(Beginning of Supplied records)
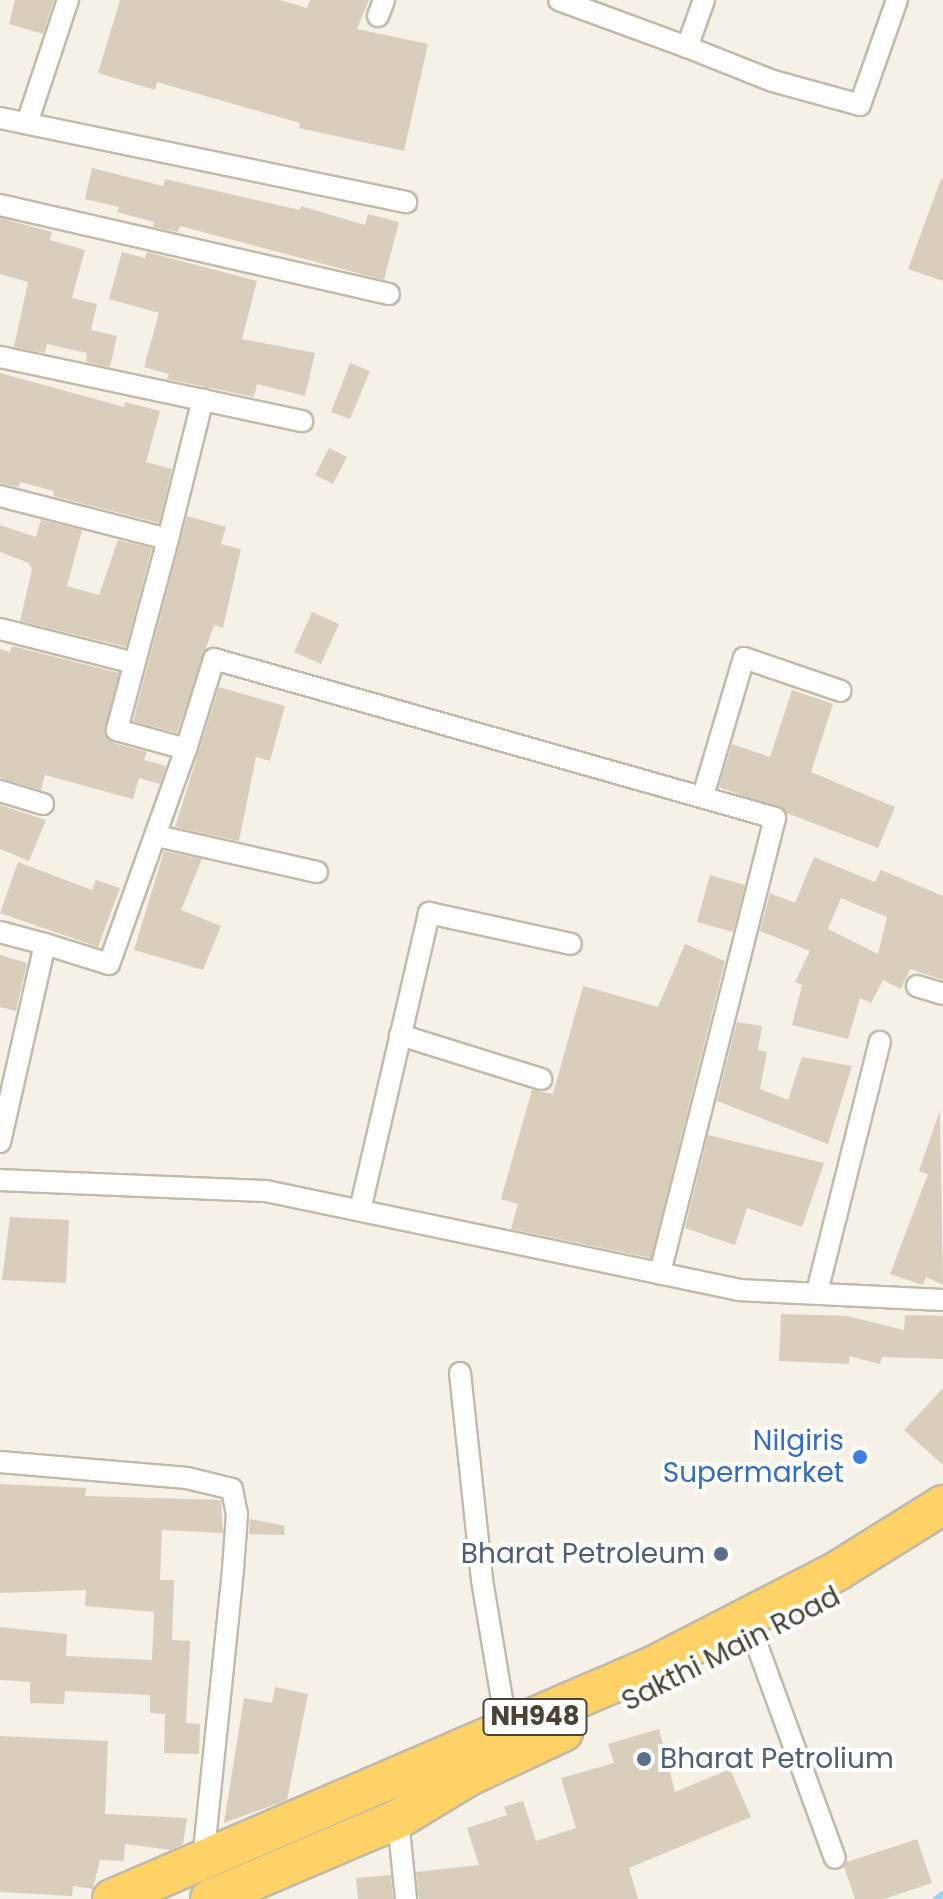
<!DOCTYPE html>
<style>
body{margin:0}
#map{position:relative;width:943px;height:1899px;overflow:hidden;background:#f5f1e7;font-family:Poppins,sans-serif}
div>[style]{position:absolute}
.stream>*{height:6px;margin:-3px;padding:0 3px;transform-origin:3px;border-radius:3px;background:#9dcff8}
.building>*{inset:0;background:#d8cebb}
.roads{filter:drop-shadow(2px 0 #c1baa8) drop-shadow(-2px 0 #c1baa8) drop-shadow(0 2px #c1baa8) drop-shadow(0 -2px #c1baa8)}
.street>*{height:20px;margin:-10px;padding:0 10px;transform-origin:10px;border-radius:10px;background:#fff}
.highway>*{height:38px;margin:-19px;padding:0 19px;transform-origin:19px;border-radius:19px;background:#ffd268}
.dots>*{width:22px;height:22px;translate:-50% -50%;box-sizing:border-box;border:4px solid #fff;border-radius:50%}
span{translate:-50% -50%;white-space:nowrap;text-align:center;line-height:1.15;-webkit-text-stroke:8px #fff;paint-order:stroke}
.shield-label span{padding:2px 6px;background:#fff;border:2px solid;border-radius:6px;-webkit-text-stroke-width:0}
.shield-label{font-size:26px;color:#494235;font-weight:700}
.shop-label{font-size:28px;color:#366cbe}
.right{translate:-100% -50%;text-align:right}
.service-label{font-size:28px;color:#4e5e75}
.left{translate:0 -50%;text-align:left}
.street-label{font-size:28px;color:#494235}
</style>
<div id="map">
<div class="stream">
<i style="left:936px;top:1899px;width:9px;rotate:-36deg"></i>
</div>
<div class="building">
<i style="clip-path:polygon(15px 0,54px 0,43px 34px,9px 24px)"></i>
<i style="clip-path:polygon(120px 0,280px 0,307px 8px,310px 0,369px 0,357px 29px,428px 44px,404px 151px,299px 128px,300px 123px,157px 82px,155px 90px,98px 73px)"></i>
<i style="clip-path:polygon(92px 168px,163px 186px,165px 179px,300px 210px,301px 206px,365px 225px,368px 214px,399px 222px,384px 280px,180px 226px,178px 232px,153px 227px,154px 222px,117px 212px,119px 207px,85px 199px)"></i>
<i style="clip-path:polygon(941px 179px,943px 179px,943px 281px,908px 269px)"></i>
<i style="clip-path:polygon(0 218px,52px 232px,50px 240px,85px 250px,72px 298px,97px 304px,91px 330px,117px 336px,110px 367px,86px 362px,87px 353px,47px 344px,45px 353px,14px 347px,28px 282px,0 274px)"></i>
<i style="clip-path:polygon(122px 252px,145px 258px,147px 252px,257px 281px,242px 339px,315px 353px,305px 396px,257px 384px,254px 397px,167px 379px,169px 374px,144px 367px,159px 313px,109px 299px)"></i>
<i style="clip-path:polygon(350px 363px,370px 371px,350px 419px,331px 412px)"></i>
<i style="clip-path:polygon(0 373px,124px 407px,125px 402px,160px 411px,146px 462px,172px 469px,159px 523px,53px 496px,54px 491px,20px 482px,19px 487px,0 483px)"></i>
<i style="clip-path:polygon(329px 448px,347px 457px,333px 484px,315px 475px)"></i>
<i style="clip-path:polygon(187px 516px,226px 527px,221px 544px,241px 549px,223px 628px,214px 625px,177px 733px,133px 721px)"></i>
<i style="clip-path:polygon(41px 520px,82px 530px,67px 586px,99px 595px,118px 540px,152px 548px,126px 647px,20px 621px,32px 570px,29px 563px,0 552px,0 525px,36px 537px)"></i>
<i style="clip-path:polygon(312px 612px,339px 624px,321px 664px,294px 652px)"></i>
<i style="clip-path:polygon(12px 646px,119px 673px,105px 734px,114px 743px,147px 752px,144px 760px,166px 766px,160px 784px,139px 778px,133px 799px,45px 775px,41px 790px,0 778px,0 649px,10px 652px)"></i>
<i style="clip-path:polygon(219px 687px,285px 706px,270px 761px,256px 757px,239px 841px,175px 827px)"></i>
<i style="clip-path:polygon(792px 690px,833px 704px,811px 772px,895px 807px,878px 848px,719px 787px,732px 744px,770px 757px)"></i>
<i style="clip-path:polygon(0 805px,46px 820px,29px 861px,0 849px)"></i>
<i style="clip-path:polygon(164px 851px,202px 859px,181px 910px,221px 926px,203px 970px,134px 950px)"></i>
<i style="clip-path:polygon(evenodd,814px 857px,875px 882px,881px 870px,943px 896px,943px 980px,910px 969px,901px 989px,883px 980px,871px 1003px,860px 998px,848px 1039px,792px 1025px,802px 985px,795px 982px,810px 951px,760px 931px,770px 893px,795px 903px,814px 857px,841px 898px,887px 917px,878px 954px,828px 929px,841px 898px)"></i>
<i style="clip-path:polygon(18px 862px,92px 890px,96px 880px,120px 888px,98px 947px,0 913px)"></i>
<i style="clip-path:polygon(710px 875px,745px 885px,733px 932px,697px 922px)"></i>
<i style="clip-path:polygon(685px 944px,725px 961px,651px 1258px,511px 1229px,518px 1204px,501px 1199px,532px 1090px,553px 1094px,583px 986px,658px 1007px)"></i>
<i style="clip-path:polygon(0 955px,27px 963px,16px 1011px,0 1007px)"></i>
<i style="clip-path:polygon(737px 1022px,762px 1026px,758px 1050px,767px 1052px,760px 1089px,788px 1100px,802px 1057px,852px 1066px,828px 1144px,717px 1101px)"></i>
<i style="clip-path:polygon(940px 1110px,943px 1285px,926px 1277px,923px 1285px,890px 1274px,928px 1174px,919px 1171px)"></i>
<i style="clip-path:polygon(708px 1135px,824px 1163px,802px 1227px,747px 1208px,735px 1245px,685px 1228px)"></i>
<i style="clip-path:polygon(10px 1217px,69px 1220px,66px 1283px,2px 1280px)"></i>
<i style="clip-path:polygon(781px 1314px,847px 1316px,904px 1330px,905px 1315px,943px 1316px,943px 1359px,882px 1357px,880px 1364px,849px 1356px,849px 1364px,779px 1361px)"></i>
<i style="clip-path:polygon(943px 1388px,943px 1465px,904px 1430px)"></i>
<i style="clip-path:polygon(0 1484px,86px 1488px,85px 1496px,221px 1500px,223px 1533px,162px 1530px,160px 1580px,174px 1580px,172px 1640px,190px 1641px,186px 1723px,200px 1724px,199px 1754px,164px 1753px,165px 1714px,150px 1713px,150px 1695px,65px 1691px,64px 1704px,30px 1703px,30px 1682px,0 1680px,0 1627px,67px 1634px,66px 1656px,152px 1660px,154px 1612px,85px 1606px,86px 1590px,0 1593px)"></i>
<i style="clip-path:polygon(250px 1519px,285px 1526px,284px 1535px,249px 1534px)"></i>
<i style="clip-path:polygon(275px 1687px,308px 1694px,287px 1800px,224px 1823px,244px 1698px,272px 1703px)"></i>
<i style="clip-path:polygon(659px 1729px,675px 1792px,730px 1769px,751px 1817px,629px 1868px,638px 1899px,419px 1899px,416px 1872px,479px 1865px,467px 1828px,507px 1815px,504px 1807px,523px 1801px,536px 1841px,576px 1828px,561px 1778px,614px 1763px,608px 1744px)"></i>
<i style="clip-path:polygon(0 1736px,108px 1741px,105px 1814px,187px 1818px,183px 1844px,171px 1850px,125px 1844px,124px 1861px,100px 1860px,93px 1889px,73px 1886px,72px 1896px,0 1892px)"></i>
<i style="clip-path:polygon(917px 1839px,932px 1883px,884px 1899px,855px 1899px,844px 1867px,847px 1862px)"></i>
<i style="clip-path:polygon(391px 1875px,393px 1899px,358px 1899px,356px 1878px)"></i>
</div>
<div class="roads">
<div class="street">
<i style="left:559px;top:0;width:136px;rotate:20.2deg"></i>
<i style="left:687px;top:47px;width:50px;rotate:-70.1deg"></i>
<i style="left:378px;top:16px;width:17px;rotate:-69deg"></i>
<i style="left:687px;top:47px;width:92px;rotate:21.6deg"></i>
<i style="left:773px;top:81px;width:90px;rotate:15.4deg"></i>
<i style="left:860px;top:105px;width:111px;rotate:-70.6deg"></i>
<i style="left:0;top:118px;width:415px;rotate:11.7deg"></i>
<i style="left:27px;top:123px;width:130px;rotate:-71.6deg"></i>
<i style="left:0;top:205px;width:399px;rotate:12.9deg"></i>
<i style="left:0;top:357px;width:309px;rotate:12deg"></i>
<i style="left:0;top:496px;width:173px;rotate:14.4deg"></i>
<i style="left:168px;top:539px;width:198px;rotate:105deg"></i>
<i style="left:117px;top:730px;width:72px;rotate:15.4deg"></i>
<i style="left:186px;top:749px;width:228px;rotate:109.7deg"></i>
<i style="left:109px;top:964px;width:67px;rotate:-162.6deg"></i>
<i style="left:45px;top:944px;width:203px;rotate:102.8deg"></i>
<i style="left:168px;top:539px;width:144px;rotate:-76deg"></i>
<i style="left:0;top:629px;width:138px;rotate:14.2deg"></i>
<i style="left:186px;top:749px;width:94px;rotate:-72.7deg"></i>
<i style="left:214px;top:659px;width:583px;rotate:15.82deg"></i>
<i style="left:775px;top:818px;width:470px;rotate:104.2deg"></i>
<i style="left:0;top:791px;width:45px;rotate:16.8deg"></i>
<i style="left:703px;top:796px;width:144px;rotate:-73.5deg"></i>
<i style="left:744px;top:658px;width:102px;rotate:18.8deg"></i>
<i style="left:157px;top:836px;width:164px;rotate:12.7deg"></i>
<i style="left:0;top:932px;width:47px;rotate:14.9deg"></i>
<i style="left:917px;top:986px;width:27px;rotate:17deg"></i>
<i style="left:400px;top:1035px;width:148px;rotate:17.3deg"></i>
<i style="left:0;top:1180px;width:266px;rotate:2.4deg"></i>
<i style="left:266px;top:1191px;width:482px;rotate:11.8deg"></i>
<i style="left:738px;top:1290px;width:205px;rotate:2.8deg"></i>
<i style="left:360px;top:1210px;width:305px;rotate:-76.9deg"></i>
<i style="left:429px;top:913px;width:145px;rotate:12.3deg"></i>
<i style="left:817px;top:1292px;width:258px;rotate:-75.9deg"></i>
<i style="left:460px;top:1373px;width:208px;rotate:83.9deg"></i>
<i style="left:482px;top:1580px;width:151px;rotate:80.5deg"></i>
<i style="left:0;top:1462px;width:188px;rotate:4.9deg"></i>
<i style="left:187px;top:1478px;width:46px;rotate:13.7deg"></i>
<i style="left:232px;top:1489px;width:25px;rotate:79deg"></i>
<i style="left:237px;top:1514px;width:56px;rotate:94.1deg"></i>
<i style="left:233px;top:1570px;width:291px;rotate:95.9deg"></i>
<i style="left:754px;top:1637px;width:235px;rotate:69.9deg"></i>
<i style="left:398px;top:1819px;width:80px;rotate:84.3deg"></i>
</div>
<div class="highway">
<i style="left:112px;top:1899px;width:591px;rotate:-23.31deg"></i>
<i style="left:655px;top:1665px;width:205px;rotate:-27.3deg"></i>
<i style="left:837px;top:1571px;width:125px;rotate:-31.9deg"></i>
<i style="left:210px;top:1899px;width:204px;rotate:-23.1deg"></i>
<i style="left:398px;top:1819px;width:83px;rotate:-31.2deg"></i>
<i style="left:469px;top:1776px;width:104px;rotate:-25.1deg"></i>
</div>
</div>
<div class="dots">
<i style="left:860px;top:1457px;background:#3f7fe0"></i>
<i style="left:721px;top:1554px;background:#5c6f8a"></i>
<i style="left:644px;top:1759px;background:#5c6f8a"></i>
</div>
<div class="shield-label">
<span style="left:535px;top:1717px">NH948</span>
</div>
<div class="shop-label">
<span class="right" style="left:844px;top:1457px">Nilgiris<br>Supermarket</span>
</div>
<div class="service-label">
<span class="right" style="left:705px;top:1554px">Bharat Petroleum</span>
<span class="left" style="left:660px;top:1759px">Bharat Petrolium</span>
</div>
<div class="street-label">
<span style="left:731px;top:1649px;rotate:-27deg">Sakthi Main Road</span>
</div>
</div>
(End of Supplied records)
# Your task:
Starting at the first line of the records and stopping after the line with "0 #c1baa8) drop-shadow(-2px", copy each line exactly; pictures stay out.

# Result of this exercise:
<!DOCTYPE html>
<style>
body{margin:0}
#map{position:relative;width:943px;height:1899px;overflow:hidden;background:#f5f1e7;font-family:Poppins,sans-serif}
div>[style]{position:absolute}
.stream>*{height:6px;margin:-3px;padding:0 3px;transform-origin:3px;border-radius:3px;background:#9dcff8}
.building>*{inset:0;background:#d8cebb}
.roads{filter:drop-shadow(2px 0 #c1baa8) drop-shadow(-2px 0 #c1baa8) drop-shadow(0 2px #c1baa8) drop-shadow(0 -2px #c1baa8)}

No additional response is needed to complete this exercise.